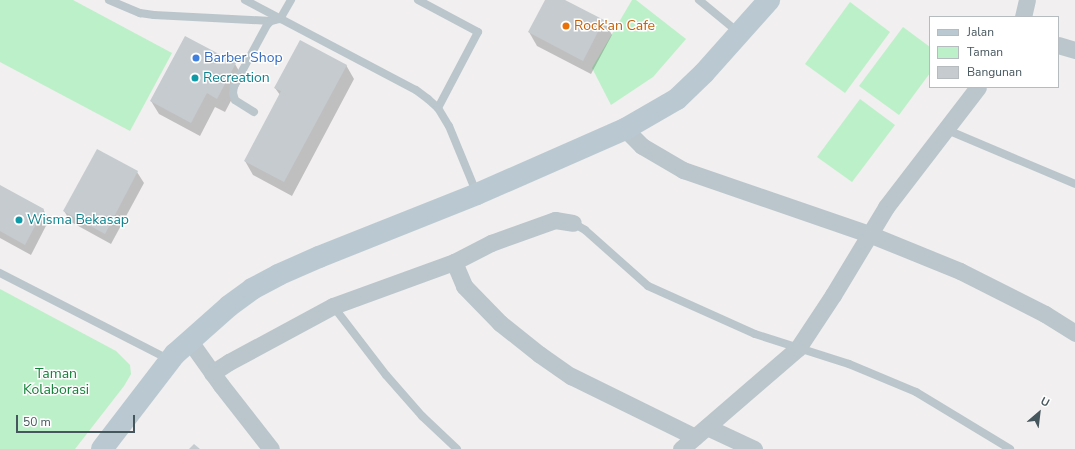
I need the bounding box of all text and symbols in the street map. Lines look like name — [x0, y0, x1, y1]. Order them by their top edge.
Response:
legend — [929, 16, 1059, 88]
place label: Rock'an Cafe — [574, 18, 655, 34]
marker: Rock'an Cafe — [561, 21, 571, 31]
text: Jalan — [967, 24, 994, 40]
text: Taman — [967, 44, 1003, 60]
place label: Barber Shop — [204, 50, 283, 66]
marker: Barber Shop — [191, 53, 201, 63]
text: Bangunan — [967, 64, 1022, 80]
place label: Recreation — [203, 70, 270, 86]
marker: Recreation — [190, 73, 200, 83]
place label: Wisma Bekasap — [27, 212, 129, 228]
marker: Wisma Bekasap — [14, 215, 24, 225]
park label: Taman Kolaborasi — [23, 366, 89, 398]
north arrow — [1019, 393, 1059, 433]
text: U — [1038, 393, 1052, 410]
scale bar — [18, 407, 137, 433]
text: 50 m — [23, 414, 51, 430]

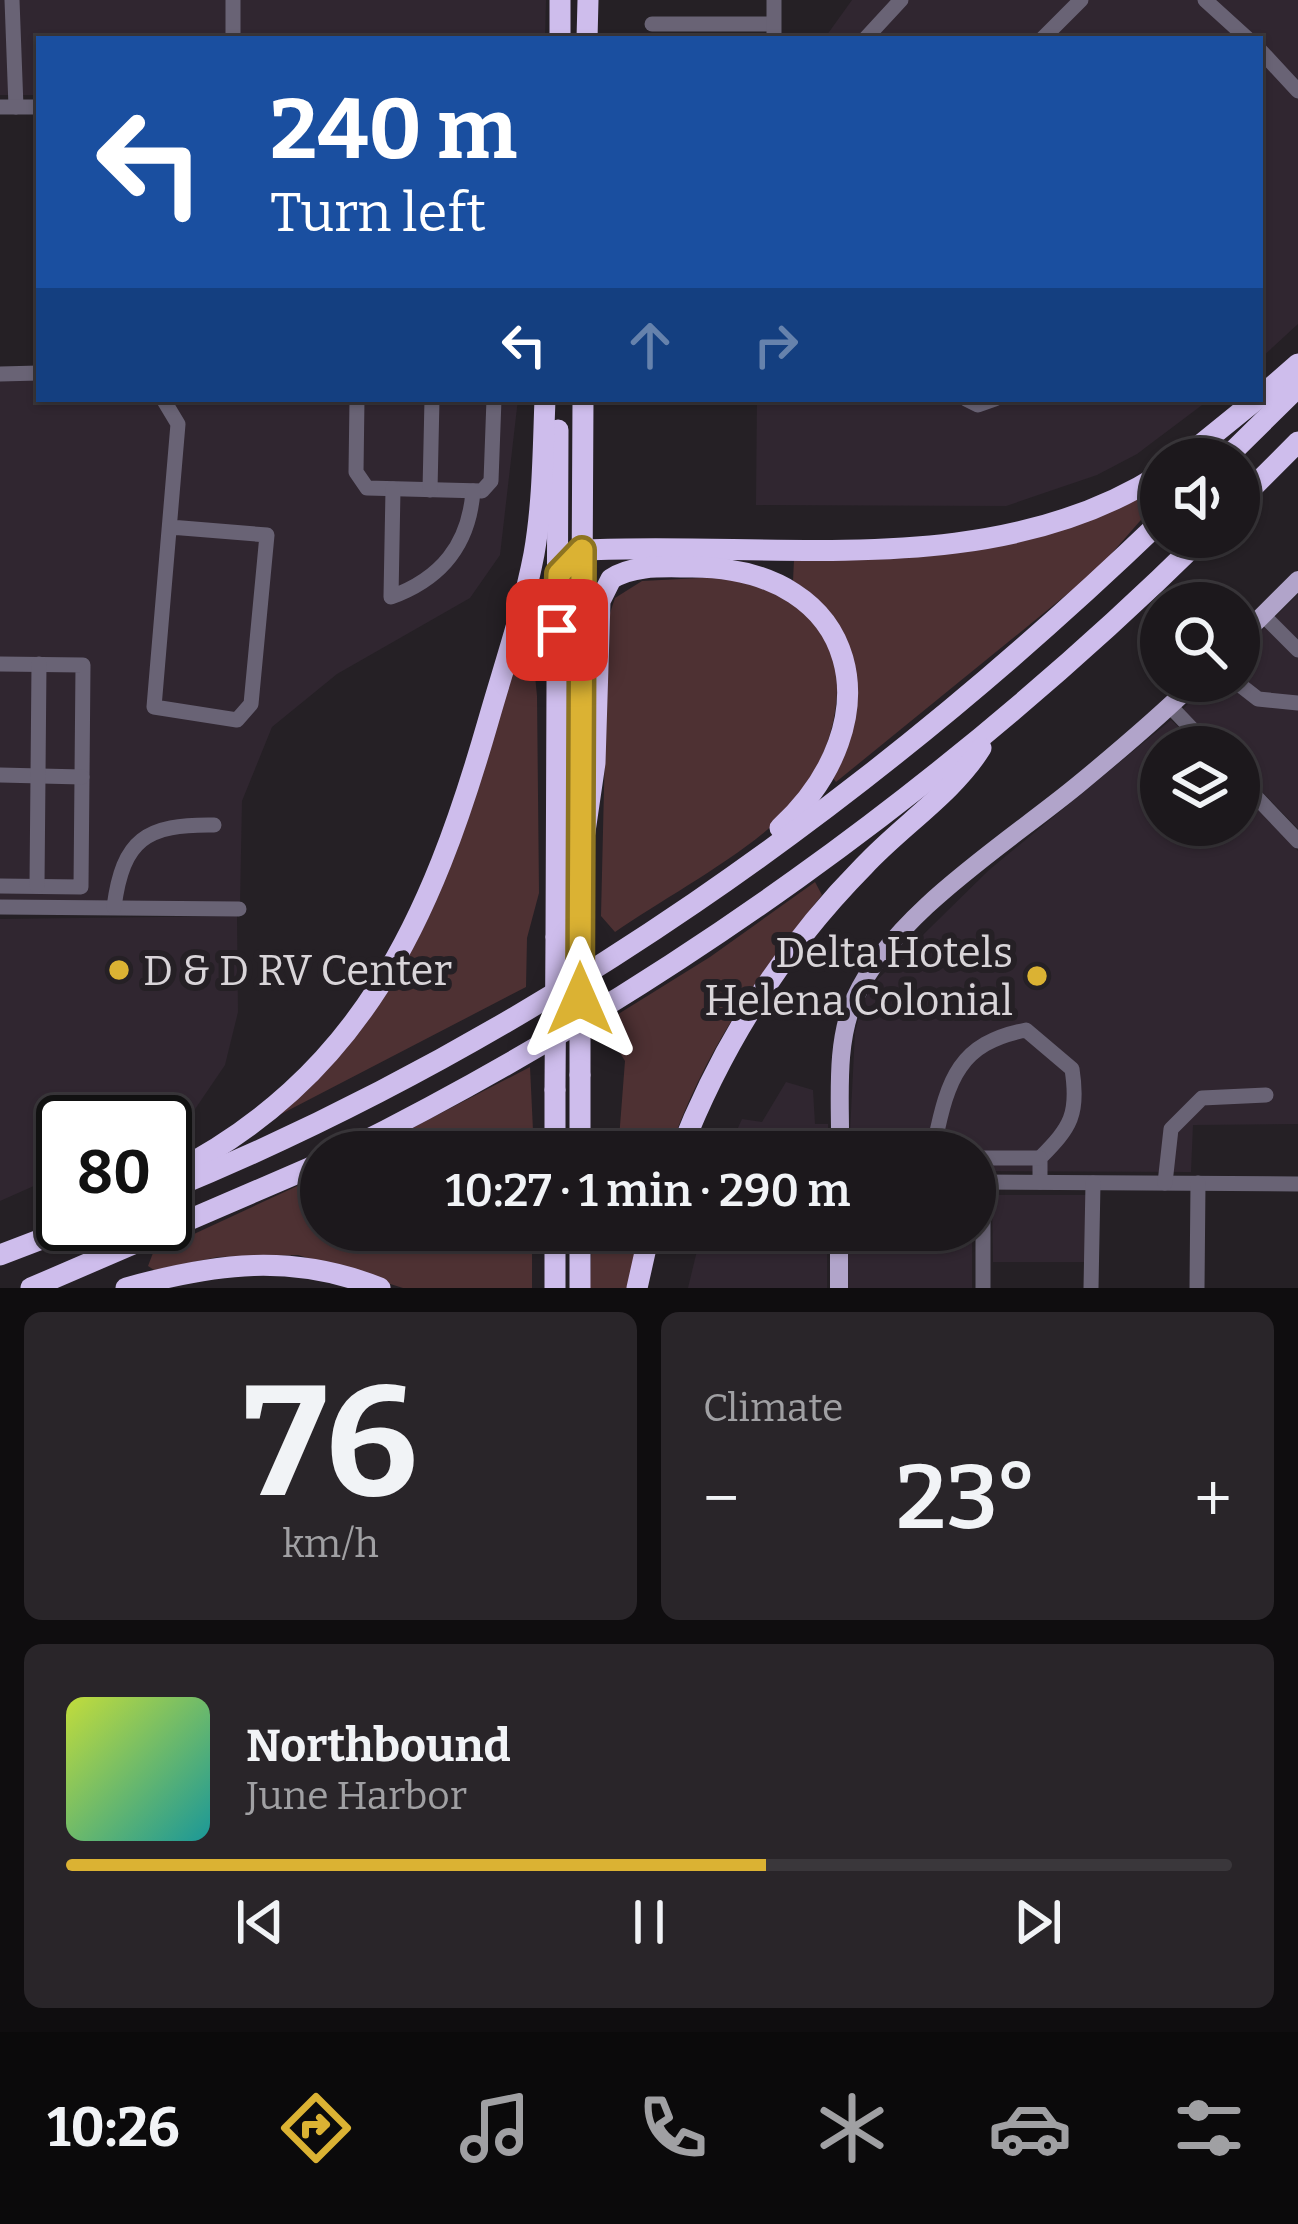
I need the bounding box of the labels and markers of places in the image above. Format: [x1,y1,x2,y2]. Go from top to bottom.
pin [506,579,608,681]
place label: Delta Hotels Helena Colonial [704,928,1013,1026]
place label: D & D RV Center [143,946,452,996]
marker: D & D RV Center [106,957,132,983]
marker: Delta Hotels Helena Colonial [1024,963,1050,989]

--

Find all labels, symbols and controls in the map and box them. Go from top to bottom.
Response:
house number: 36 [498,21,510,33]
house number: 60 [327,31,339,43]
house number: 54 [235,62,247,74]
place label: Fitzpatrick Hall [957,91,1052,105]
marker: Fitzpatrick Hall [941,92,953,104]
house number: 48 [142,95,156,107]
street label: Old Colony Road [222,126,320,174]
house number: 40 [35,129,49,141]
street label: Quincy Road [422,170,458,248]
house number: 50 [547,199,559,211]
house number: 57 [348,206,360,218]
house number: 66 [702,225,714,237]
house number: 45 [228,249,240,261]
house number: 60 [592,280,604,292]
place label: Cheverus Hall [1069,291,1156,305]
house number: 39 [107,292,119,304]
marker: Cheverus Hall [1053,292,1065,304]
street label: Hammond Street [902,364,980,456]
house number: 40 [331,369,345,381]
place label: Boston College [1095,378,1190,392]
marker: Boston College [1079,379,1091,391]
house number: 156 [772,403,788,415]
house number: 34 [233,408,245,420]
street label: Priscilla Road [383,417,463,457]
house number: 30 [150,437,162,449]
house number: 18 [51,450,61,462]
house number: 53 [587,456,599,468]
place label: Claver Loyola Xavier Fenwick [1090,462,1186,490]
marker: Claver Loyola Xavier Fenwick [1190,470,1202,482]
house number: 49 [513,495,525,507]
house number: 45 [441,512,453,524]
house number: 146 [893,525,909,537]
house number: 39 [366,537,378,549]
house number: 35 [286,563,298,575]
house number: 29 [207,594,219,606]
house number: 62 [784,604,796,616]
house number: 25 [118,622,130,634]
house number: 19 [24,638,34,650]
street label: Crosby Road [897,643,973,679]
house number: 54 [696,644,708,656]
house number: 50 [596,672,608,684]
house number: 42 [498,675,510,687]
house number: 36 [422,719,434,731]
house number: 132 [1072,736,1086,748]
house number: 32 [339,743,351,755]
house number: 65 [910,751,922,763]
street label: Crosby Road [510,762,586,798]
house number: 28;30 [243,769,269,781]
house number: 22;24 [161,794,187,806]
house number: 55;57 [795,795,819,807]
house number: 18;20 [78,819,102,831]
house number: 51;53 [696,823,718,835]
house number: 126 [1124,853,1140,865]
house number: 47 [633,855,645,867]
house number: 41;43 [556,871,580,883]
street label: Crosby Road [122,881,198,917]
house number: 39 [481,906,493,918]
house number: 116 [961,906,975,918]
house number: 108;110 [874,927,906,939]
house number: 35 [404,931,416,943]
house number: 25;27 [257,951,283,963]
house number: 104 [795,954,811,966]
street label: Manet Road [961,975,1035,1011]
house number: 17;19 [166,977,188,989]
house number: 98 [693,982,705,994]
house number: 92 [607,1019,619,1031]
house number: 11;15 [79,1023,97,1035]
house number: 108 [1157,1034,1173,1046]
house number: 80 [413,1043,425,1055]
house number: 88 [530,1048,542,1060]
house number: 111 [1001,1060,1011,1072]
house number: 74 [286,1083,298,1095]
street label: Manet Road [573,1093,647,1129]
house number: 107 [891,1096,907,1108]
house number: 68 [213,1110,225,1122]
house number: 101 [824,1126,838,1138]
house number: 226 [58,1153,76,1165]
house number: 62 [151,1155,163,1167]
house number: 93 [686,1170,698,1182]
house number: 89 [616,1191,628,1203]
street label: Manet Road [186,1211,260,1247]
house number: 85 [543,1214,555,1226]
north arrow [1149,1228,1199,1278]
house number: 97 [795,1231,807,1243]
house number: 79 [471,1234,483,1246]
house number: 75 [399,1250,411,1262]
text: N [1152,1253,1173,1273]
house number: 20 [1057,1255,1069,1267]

● WHAT THIS TASK INVOLVES
From the listing above, pick out each line where the word "them" appears.

● TASK SOLUTION
I need the bounding box of all text and symbols in the street map. Lines look like name — [x0, y0, x1, y1]. Order them by their top edge.
Find all labels, symbols and controls in the map and box them. Go from top to bottom.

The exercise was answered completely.